Task: Copy out each line below that has the word "list" in it.

Data provided:
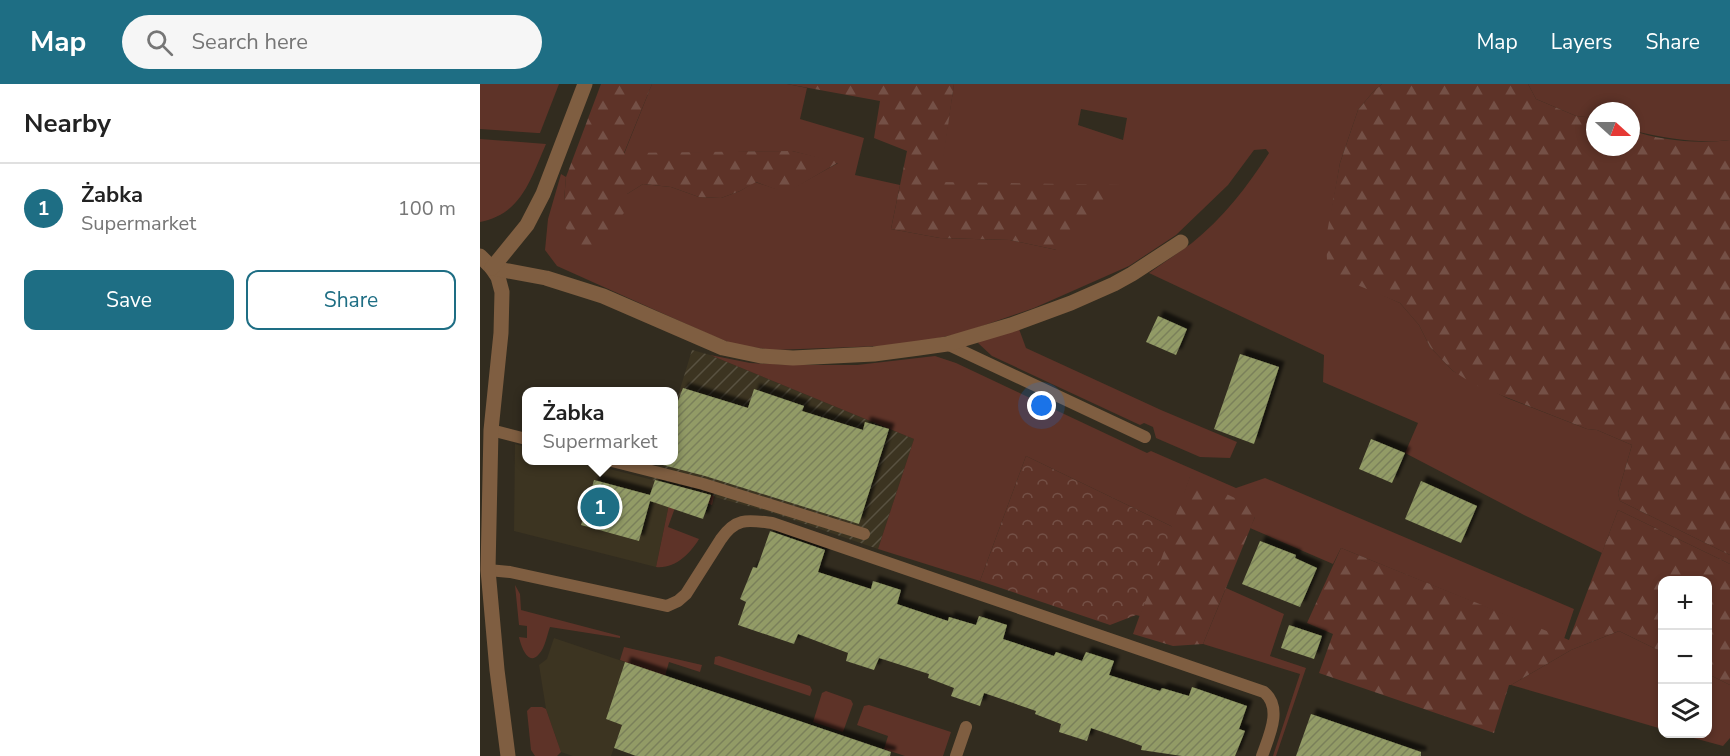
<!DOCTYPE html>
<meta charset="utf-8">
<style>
:root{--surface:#fff;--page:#f6f6f6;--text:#222;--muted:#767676;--line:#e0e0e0;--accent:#1e6e84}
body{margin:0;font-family:"Nunito Sans",sans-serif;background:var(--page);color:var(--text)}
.controls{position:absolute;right:18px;bottom:18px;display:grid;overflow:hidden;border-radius:12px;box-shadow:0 3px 9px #0003}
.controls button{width:54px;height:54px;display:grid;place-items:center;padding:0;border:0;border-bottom:2px solid var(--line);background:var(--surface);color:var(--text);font:30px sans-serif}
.compass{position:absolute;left:1106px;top:18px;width:54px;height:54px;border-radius:50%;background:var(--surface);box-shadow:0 3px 9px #0003;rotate:111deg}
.you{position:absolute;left:562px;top:322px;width:21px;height:21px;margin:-15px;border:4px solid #fff;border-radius:50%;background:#1a73e8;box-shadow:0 0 0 9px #1a73e833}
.badge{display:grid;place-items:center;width:39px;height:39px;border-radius:50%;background:var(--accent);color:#fff;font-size:20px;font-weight:700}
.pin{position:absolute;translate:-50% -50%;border:3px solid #fff;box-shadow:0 2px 6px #0006}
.popup{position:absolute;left:42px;top:303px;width:156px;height:78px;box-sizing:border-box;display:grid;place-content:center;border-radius:12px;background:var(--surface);filter:drop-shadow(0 2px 4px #0005);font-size:20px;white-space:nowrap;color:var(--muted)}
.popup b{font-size:22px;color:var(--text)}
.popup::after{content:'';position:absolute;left:50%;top:100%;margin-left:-12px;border:12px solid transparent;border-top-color:var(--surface)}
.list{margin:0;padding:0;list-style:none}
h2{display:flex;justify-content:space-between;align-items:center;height:78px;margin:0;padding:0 24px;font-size:26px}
h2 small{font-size:20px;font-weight:400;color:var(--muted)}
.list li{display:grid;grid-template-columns:39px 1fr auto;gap:18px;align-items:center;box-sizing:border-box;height:90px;padding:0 24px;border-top:2px solid var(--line)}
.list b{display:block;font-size:22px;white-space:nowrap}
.list p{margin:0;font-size:20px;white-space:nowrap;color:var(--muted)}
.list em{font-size:20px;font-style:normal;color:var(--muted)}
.actions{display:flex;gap:12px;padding:18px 24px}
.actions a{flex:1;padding:14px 0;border:2px solid var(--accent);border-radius:12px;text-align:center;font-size:21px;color:var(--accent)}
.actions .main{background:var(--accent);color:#fff}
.icon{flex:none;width:33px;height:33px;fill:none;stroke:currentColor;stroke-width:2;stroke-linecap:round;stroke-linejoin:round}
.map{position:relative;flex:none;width:1250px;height:672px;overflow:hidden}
header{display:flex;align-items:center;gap:36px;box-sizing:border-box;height:84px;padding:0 30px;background:var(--accent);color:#fff}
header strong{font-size:28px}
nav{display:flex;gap:33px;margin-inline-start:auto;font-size:21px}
.search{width:420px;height:54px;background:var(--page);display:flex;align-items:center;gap:15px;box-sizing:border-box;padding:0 21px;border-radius:33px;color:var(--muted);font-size:22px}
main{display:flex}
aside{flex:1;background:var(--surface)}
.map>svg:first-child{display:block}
.built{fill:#3c3421}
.industrial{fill:url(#industrial-furrows)}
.grass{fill:#5e3328;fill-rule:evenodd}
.forest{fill:url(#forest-firs)}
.park{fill:url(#park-crowns)}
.building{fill:url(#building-hatch);filter:url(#shadow)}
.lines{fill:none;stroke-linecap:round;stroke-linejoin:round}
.lane{stroke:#7f5e41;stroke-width:12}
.street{stroke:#7f5e41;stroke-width:15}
</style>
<header>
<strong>Map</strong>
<div class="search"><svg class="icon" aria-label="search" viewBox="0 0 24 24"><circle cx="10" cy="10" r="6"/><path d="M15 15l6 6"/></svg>Search here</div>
<nav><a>Map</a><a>Layers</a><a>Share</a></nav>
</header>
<main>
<aside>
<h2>Nearby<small></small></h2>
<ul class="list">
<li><span class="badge">1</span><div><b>Żabka</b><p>Supermarket</p></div><em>100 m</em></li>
</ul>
<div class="actions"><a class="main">Save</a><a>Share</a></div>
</aside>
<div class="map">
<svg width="1250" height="672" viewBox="0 0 1250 672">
<defs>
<pattern id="industrial-furrows" width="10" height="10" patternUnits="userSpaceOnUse" patternTransform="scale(1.5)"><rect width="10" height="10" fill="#3c3421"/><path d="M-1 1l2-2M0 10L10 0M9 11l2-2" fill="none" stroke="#585140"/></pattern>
<pattern id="forest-firs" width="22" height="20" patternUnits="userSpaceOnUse" patternTransform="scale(1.5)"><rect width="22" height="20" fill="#5e3328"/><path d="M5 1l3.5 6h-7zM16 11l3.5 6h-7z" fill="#745046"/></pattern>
<pattern id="park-crowns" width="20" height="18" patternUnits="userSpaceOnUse" patternTransform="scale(1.5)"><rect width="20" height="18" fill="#5e3328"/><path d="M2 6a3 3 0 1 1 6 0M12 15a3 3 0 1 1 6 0" fill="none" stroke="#745046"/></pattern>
<pattern id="building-hatch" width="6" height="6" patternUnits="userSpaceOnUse" patternTransform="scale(1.5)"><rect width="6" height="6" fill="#929b66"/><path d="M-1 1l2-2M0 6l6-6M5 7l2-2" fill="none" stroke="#7a805a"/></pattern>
<filter id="shadow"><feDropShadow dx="5.5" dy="-5.5" stdDeviation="1.5" flood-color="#0009"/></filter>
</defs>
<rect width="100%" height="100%" fill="#322c1f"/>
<g class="built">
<path d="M 35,360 L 46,363 L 46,376 L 98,377 L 193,401 L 176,483 L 34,447 Z"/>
<path d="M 74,554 L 145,578 L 126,635 L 142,641 L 131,672 L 93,672 L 81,668 L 66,625 L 59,581 L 67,575 Z"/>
</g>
<path class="industrial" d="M 212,266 L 230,271 L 434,355 L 398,465 L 290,428 L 172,396 L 178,377 L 194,376 L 194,325 Z"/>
<g class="grass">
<path d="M 0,0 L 79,0 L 60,49 L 57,49 L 0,45 Z"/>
<path d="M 172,0 L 307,0 L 327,4 L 320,35 L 384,54 L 375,91 L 420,101 L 411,145 L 460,154 L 530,156 L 577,166 L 459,98 L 474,0 L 902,0 L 893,8 L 878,26 L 860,79 L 851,131 L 894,207 L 920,219 L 939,241 L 950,263 L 973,287 L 1027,314 L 1107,345 L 1117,346 L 1152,361 L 1138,409 L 1140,417 L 1250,471 L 1250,480 L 1138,426 L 1122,469 L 1044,431 L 925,369 L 938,339 L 843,298 L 844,271 L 669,189 C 683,179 698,169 712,159 C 742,135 768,102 789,69 L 786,65 L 774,66 L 748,101 L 696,151 L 649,182 L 554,224 L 482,249 L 444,257 L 402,262 L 293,266 L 256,261 L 233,252 L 77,182 L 65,166 L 68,135 L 81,90 L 86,93 L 84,117 L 147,110 L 163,100 L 191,103 L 219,113 L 241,114 L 260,107 L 275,98 L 306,108 L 358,79 L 312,67 L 144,70 ZM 601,25 L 647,34 L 643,56 L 598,41 Z"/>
<path d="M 1048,0 L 1250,0 L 1250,56 C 1217,60 1186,54 1154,47 L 1151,46 L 1151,27 L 1115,27 L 1115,34 L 1096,32 L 1056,15 Z"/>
<path d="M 0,55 L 66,60 C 51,94 42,130 0,138 Z"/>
<path d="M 539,245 L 546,264 L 681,326 L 757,358 L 750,374 L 720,373 L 676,354 L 673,343 L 664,339 L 660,341 L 512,272 L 498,259 L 500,257 Z"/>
<path d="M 230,271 L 270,279 L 314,281 L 377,281 L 455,272 L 476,279 L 548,313 L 667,369 L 671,367 L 756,404 L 785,394 L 1094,525 L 1084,555 L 861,464 L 853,480 L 770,444 L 775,433 L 710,393 L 693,443 L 546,372 L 500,497 L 398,465 L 434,355 Z"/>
<path d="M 193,401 L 234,412 L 232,421 L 200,410 L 188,443 L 219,455 C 210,470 195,485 176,483 Z"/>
<path d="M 35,501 L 40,510 L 41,526 L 140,552 L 140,554 L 70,543 C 67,551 65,564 59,570 C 48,583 41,562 39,553 L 47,554 L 47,542 L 39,541 Z"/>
<path d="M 746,504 L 804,530 L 790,572 L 826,584 L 796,672 L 793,672 L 820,590 L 723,560 Z"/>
<path d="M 1139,547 L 1182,568 L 1182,645 L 1031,601 L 1091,566 Z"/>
<path d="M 144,563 L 222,581 L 220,588 L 189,578 L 185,592 L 140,576 Z"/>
<path d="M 239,572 L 330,602 L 332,606 L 330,612 L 234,580 L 235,573 Z"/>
<path d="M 1228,590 L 1250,601 L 1250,654 L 1243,662 L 1199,650 L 1228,650 Z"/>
<path d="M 346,607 L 371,616 L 373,620 L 363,648 L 333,638 L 342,609 Z"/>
<path d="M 389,621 L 471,648 L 463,672 L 425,672 L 404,665 L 408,652 L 377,641 L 384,622 Z"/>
<path d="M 51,623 L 62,623 L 66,625 L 81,668 L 77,672 L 55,672 L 51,666 L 47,627 Z"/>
</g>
<g class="forest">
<path d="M 121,0 L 172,0 L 144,69 L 312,67 L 359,78 L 306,109 L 276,98 L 260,107 L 241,114 L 219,113 L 191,103 L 163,100 L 147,110 L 147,125 L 113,169 L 100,163 L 85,143 L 84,117 L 86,93 Z"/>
<path d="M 307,0 L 474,0 L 460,98 L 643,101 L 577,166 L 530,156 L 460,154 L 411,145 L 427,67 L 394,54 L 400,17 Z"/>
<path d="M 902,0 L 1048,0 L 1056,15 L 1096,32 L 1115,34 L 1115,63 L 1151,63 L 1151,46 C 1181,57 1218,60 1250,56 L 1250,471 L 1140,417 L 1138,409 L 1152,361 L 1117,346 L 1107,345 L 995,301 L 973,287 L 950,263 L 939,241 L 920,219 L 863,195 L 847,176 L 846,154 L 860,79 L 878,26 L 893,8 Z"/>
<path d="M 710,392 L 773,423 L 775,433 L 723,560 L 693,562 L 653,550 Z"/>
<path d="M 1138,426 L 1250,480 L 1250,601 L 1228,590 L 1228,496 L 1182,496 L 1182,568 L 1139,547 L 1091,566 L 1031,601 L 1029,601 L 1014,649 L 839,589 L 853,550 L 827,539 L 861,464 L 1089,556 Z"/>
</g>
<path class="park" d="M 546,372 L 693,443 L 660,532 L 656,531 L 630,541 L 500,497 Z"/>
<g class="building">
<path d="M 678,232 L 707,245 L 696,271 L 666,258 Z"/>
<path d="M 760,270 L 799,283 L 774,360 L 734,345 Z"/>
<path d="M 203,304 L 268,324 L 274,305 L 324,322 L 322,327 L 383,346 L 385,338 L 409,345 L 379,440 L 225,392 L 179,380 L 181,376 L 194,376 L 194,316 L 198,317 Z"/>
<path d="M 891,355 L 925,369 L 912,399 L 879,385 Z"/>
<path d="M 114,396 L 170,411 L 175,396 L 231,411 L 223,435 L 170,417 L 159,457 L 101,441 Z"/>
<path d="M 941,397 L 997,422 L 981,459 L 925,435 Z"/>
<path d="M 290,447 L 345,466 L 338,488 L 391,505 L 393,497 L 421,506 L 417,520 L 468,537 L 469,533 L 496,541 L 499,532 L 527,541 L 523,555 L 574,572 L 576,568 L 602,577 L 606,568 L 634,577 L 629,591 L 680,607 L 682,604 L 709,612 L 712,603 L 767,622 L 759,645 L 765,647 L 755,672 L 702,672 L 661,666 L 662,662 L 611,644 L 607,657 L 579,648 L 581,640 L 555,630 L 556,627 L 504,609 L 500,622 L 471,612 L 474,604 L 448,594 L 449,590 L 399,574 L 394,586 L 366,577 L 368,569 L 318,550 L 314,560 L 258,541 L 266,518 L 260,515 L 273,483 L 277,484 Z"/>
<path d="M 780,457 L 816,471 L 815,474 L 837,484 L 820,523 L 762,500 Z"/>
<path d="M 809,541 L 842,552 L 834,575 L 801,564 Z"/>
<path d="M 145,578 L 411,668 L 410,672 L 156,672 L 134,664 L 142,641 L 126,635 Z"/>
<path d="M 831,630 L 941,668 L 941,672 L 816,672 Z"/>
</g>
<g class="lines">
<g class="lane">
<path d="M 467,260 L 665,353"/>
<path d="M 11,346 L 46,355"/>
<path d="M 128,376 L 223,400 L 384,450"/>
<path d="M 8,486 L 30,488 L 187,522 L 198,517 L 206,510 L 241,455 C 256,433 268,436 292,439 L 784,608 C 803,624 789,652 782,672"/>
<path d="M 476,672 L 486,643"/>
</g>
<g class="street">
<path d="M 0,172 L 12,184 L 18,193 L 22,208 L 21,249 L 11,346 L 8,486 L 17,586 L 28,672"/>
<path d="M 12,184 L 66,194 L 123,212 L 243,264 L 281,272 L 313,274 L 394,270 L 439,264 L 467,260 L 531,241 L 591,219 L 634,200 L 652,190 L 701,158"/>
<path d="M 12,184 L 47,141 L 63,110 L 105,0"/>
</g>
</g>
</svg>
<div class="controls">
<button>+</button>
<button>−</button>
<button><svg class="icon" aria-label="layers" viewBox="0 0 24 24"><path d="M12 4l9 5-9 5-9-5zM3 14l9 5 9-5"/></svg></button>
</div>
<svg class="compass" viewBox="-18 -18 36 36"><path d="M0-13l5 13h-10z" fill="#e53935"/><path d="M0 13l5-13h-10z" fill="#767676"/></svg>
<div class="you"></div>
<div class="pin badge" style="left:120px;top:423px">1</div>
<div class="popup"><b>Żabka</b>Supermarket</div>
</div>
</main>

Written reply:
.list{margin:0;padding:0;list-style:none}
.list li{display:grid;grid-template-columns:39px 1fr auto;gap:18px;align-items:center;box-sizing:border-box;height:90px;padding:0 24px;border-top:2px solid var(--line)}
.list b{display:block;font-size:22px;white-space:nowrap}
.list p{margin:0;font-size:20px;white-space:nowrap;color:var(--muted)}
.list em{font-size:20px;font-style:normal;color:var(--muted)}
<ul class="list">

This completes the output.